There are other ways to protect games and make them sell great than just the ruleset laid out in "Mein Kampf" (against consumers).

Originally Posted by Acleacius
What I mean to say is that there is enough evidence in the behavior and symtoms to be concerned and the things a root kit can do are things that the new secrom is doing, afaik.

No. No. And no again . BTW, even if it is obviously biased as it's from the SecuROM website itself but they are very open about what SecuROM does. Check this…

User Access Service
SecuROM™ will install a Windows™ service module called "User Access Service" (UAService) on your system. This is a standard interface commonly used by several other applications as well. It is no spyware or rootkit at all. This module has been developed to enable users without Windows™ administrator rights the ability to access all SecuROM™ features. Please be assured that this service is installed only for security and convenience purposes. Since it is a standard Windows™ service, you can stop and delete this service, like any other Windows™ service. If deleted, the access for non-administrator users to SecuROM™ protected applications will be affected.

I have admin rights to my Windows and I have deleted this service a long time ago already. All SecuROM games work flawless on my system. The only thing that SecuROM does is create that "hidden" folder and some registry entries. Again, I completely fail to see how this makes SecuROM a rootkit, malware or a security risk in any way, shape or form.


On the subject of the activation and binding it to hardware my guess is that they will change this as time goes by by completely resetting the activation servers in certain intervals or at least by upping the number of activations. The system should be pretty flexible. Remember that the main goal of this stuff is to avoid the so called "day zero" piracy, i.e. the availability of a game on torrents/filesharing on the day of release. Publishers aren't stupid. They know exactly that Bioshock will be hacked eventually. The goal is to delay it as much as possible. Looks like they have succeeded on the day zero thing. I don't see a torrent anywhere yet (at least not for the PC version ).

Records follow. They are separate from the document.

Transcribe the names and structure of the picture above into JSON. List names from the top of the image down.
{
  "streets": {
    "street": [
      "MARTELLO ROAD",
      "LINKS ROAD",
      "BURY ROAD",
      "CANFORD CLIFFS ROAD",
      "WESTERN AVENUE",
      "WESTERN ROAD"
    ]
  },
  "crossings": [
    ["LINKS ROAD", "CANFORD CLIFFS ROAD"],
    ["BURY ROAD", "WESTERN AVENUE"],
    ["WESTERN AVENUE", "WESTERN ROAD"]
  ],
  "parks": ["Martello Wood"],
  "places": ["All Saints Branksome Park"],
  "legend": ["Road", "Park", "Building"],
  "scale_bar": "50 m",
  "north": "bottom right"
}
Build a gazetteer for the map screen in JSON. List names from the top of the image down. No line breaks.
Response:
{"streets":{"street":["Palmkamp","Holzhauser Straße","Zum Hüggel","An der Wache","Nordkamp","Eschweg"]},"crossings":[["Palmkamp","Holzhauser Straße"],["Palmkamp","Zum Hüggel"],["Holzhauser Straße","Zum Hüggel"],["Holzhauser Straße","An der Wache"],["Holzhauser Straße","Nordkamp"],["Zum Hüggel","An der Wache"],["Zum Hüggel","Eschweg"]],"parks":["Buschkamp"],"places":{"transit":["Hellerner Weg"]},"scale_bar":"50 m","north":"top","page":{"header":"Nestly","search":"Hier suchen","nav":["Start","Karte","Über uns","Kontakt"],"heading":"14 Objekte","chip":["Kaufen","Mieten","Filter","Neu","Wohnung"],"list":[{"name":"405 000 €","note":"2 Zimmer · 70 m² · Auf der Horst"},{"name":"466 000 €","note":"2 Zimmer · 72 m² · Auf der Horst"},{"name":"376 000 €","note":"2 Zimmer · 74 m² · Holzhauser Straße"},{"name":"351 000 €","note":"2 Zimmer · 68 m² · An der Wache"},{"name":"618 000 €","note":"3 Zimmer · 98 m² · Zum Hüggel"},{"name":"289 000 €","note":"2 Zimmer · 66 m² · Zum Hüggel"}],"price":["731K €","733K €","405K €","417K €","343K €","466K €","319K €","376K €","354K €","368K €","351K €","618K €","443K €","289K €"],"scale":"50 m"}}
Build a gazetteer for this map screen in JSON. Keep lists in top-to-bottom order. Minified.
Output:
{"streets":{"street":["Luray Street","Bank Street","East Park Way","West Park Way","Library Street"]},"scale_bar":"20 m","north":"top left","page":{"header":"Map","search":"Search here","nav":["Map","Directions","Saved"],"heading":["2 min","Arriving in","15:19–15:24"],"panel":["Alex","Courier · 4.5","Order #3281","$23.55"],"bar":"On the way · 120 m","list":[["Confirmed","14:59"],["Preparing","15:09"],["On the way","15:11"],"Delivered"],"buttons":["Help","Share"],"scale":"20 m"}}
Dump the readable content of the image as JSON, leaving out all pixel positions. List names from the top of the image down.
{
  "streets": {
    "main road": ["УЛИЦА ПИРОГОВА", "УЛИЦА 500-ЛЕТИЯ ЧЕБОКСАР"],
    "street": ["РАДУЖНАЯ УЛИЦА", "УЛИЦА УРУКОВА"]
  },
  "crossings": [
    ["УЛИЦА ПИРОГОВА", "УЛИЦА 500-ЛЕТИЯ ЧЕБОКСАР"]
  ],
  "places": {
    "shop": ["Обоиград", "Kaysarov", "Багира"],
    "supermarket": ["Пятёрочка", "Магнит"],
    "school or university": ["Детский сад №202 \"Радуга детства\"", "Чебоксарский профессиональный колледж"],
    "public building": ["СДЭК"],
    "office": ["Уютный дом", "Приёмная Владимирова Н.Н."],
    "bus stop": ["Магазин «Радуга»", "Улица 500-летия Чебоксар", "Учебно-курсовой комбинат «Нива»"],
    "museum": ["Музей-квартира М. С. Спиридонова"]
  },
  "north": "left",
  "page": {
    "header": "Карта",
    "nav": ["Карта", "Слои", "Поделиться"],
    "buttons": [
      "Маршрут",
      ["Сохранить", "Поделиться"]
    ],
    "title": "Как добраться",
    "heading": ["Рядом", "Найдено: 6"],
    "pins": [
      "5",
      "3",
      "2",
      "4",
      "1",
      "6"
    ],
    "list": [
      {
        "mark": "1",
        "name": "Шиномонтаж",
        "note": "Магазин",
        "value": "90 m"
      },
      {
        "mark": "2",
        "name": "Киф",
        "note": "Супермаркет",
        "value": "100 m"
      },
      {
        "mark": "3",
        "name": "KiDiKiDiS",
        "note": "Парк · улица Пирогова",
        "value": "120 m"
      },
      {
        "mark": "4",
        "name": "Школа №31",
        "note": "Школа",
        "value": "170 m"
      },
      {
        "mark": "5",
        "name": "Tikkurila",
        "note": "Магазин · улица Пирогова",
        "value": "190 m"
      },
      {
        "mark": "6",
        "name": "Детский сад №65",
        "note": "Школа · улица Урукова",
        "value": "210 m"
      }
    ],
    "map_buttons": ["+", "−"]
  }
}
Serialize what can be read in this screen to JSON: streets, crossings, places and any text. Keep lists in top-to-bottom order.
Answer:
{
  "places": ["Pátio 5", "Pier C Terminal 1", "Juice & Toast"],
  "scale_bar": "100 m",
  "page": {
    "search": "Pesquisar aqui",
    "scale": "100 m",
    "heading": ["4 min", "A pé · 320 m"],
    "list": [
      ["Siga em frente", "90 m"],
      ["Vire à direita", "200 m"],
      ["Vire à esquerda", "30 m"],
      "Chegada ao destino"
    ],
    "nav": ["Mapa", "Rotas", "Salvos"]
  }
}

Originally Posted by Moriendor
On the subject of the activation and binding it to hardware my guess is that they will change this as time goes by by completely resetting the activation servers in certain intervals or at least by upping the number of activations. The system should be pretty flexible. Remember that the main goal of this stuff is to avoid the so called "day zero" piracy, i.e. the availability of a game on torrents/filesharing on the day of release. Publishers aren't stupid. They know exactly that Bioshock will be hacked eventually. The goal is to delay it as much as possible. Looks like they have succeeded on the day zero thing. I don't see a torrent anywhere yet (at least not for the PC version ).

Thats true as long as the server that gives out activations stays on forever. And they still have the power to disable your entire game collection useless with one flip of a switch.